This article represents the opinions of its author. The views expressed here are not necessarily representative of The Sunrise News staff as a whole. 

One of my favorite authors, Lemony Snicket once wrote, “They say in every library there is a single book that can answer the question that burns like a fire in the mind.”

I didn’t read that quote until I was in high school, but, still, it captured the way I’d felt about libraries my whole life. 

As a kid, libraries were a place full of magic and wonder; they felt like they could contain anything I’d like to learn – all I had to do was look. I loved to walk through, looking at books I’d loved reading or searching for something new. 

Libraries have never lost that special place in my heart. I still can walk into a library and spend hours just browsing, searching for new books. 

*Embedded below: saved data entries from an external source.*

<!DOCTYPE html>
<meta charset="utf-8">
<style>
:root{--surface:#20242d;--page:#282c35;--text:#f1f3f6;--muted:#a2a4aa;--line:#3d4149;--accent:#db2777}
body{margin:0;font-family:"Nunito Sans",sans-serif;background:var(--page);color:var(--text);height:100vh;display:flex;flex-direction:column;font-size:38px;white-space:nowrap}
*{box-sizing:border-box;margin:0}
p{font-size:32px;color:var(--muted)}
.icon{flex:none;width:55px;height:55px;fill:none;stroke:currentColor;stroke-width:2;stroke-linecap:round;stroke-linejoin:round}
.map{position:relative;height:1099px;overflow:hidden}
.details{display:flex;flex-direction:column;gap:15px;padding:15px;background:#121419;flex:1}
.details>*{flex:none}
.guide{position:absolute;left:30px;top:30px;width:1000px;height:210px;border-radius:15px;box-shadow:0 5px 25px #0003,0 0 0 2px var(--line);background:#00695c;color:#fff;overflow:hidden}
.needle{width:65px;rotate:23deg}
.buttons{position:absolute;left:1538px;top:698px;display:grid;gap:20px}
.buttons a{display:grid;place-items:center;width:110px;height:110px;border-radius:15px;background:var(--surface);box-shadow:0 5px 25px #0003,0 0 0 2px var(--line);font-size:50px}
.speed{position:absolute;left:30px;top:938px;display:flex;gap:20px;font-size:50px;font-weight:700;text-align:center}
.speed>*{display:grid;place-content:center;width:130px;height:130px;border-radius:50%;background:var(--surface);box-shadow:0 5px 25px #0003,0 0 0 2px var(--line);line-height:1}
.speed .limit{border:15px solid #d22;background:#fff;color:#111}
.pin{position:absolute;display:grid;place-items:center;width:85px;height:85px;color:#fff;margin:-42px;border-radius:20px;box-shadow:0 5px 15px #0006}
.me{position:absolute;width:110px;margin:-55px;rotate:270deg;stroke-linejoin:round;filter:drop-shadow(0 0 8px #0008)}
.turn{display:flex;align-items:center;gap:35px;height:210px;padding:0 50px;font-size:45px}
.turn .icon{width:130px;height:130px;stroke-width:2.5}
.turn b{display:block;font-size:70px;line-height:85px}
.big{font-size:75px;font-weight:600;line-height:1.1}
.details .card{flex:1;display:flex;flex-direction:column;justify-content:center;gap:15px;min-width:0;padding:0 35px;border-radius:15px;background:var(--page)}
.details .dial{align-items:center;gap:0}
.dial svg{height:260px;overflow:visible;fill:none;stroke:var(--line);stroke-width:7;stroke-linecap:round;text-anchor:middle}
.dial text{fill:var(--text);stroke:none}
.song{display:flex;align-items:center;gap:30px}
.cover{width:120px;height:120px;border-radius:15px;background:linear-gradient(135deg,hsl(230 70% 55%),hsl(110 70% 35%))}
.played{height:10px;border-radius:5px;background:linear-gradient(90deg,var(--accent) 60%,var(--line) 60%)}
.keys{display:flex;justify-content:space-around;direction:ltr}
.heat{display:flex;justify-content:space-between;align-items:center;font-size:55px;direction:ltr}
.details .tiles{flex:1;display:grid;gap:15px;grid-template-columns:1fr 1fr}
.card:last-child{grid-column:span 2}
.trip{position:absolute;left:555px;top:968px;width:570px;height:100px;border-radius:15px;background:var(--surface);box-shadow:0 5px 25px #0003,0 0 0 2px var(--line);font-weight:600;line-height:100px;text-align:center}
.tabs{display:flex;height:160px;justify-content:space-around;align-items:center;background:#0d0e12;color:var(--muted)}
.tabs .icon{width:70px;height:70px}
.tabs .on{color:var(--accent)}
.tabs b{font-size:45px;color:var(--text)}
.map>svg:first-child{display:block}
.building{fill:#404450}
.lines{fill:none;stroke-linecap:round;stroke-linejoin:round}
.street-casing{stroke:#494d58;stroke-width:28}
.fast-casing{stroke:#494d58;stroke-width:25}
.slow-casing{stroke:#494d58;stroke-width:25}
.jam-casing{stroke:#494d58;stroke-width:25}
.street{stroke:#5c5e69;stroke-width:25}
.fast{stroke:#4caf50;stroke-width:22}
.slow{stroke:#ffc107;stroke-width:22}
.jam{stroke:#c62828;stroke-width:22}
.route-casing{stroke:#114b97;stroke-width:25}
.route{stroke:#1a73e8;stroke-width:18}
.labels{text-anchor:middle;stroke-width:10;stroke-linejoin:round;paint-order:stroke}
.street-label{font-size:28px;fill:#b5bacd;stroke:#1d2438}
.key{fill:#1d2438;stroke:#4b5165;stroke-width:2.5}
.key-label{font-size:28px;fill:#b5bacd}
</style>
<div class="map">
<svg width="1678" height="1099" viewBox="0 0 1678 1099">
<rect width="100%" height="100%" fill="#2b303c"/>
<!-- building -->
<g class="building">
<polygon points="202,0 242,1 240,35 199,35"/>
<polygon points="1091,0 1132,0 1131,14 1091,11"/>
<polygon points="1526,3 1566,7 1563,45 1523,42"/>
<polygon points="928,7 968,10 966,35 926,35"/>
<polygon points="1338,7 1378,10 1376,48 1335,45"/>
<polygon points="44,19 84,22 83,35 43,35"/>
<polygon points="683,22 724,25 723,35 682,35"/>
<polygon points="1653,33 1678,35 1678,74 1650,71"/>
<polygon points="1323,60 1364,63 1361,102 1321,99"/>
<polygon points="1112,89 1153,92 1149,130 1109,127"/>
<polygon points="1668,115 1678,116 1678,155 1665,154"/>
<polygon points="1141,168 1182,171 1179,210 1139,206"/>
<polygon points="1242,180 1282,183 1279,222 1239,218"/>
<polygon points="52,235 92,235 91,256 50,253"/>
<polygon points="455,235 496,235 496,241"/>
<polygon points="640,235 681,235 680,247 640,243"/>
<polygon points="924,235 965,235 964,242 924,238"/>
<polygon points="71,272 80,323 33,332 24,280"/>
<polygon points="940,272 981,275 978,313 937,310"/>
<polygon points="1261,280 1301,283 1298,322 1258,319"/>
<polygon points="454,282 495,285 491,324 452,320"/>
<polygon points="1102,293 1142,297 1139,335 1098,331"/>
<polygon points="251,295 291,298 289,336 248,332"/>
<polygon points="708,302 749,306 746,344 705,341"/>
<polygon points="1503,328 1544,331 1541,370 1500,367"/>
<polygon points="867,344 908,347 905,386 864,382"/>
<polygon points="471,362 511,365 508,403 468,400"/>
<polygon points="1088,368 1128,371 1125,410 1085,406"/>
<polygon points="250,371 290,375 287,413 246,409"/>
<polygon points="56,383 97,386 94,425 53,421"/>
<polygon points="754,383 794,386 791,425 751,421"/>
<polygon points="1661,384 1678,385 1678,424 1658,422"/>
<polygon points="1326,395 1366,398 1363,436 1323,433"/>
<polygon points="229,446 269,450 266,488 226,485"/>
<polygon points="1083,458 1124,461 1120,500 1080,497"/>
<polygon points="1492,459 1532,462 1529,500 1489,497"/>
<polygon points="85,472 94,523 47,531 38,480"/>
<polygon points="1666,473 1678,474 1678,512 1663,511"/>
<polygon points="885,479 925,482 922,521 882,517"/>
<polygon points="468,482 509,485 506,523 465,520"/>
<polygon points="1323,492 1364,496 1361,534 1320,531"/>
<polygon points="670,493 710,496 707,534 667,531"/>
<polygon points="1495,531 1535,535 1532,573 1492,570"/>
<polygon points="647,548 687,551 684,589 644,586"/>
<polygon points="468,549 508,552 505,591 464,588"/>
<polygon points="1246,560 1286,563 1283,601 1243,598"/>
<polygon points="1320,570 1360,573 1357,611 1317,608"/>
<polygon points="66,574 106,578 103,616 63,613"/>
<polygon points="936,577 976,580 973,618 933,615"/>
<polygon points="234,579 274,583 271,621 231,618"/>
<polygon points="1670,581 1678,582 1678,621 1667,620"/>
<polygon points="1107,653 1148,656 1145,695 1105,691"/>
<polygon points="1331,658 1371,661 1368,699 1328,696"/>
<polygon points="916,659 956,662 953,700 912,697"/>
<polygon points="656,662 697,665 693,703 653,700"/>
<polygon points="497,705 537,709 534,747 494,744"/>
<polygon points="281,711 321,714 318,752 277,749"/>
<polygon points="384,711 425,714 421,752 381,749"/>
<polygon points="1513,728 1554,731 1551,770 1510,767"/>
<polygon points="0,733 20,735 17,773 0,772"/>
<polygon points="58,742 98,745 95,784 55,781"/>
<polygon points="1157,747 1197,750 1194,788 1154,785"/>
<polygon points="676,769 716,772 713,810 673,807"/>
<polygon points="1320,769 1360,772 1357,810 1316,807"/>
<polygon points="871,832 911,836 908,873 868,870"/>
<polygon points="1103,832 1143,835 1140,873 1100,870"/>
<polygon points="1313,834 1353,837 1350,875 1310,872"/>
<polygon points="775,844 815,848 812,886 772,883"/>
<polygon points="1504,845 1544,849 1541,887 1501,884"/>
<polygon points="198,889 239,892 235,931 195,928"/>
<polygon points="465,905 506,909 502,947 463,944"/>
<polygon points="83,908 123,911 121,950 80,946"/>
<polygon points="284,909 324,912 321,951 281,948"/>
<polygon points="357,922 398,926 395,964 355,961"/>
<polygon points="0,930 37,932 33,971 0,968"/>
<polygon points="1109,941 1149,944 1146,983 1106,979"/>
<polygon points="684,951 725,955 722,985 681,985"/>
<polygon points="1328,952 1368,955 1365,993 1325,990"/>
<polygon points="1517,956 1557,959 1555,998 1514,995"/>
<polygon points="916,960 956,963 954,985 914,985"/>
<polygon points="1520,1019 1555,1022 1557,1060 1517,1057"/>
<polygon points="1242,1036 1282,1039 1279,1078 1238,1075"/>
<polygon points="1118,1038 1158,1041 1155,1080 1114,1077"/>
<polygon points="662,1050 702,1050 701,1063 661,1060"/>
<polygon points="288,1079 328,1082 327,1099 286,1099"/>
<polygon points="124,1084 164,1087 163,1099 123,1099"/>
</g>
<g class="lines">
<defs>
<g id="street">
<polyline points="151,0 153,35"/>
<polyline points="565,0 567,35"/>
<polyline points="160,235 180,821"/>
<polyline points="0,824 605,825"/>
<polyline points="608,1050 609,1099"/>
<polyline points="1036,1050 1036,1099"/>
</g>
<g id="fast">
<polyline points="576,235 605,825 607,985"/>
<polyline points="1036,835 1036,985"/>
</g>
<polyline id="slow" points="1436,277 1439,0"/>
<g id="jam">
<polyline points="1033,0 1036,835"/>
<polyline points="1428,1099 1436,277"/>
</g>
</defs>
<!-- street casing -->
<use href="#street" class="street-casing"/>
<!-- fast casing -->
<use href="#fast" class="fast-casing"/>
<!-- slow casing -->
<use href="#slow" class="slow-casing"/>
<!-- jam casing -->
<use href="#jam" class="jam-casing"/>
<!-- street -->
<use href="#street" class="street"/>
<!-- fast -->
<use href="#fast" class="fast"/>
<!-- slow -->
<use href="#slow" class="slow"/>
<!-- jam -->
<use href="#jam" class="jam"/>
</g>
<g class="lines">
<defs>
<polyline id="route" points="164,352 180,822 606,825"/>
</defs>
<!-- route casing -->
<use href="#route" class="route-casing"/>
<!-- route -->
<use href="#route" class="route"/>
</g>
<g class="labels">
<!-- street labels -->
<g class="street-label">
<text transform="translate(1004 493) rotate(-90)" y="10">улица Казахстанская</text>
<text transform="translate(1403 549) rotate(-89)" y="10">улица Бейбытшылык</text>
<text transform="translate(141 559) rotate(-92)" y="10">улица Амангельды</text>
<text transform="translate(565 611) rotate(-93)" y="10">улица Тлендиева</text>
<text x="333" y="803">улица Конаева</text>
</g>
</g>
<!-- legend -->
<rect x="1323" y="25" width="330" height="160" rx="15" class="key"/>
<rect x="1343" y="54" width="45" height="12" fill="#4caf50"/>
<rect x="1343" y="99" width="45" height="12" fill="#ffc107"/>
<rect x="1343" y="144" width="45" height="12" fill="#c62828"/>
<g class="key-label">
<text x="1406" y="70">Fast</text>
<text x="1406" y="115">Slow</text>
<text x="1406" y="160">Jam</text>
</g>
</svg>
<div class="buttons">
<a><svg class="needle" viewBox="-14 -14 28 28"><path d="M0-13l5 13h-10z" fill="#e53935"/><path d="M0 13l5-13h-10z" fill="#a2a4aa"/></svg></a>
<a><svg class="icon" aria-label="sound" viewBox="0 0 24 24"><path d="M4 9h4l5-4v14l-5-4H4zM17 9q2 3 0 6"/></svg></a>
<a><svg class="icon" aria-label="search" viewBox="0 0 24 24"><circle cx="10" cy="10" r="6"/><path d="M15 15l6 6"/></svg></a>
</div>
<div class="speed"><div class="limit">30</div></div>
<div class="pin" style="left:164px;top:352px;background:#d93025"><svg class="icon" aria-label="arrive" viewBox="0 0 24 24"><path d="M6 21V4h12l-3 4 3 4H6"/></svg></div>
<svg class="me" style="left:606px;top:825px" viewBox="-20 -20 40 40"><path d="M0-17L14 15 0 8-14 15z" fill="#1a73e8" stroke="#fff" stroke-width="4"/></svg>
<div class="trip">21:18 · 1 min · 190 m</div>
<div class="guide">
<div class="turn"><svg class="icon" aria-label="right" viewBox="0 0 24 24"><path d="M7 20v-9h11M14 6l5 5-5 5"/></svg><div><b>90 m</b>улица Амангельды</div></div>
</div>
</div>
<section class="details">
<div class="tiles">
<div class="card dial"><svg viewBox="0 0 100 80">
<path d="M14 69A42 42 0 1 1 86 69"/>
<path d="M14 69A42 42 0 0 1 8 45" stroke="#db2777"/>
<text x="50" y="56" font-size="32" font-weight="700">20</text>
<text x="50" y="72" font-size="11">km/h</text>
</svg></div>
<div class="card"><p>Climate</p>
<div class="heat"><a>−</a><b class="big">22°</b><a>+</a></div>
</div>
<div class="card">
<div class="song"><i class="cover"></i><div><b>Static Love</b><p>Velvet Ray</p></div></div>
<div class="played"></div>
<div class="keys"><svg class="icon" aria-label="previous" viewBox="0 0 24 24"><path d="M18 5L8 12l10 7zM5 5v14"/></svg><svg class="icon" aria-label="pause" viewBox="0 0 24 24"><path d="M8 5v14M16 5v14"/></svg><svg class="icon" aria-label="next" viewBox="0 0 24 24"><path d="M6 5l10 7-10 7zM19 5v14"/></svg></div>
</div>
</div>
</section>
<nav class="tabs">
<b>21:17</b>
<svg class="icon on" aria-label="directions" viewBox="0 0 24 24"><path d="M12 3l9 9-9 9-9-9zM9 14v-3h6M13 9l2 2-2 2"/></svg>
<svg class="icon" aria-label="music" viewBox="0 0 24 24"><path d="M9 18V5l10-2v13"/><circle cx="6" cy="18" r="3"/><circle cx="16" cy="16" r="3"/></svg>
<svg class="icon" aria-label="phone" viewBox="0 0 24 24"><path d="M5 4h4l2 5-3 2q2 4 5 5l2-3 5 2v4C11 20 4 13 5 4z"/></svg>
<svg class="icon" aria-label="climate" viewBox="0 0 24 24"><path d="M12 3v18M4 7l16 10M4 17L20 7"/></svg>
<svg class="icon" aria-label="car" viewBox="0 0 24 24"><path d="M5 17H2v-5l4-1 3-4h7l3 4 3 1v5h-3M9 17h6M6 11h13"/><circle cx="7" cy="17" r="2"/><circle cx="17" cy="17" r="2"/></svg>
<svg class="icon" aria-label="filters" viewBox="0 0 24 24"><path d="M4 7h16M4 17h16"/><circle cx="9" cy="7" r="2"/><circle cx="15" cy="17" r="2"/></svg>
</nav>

That sense of wonder is something that, if I ever have kids, I hope to pass on to them, and it is certainly something I intend to try and share with some of the youngest members of my extended family. But recently, I’ve begun to worry that we are in danger of denying that same type of library experience to a younger generation. 

For months now there has been an ongoing conversation about what books should be included in the children and young adult sections of libraries. Simultaneously, there have been conversations about whether the Alabama Public Library Service should cut ties with the American Library Association.

The whole situation reeks of politics. Liberal versus conservative, Republican versus Democrat.

Under pressure from Gov. Kay Ivey and state legislators, some of whom threatened to pull library funding if changes were not made, APLS director Nancy Pack announced that she had recommended that the APLS board cut ties with the ALA.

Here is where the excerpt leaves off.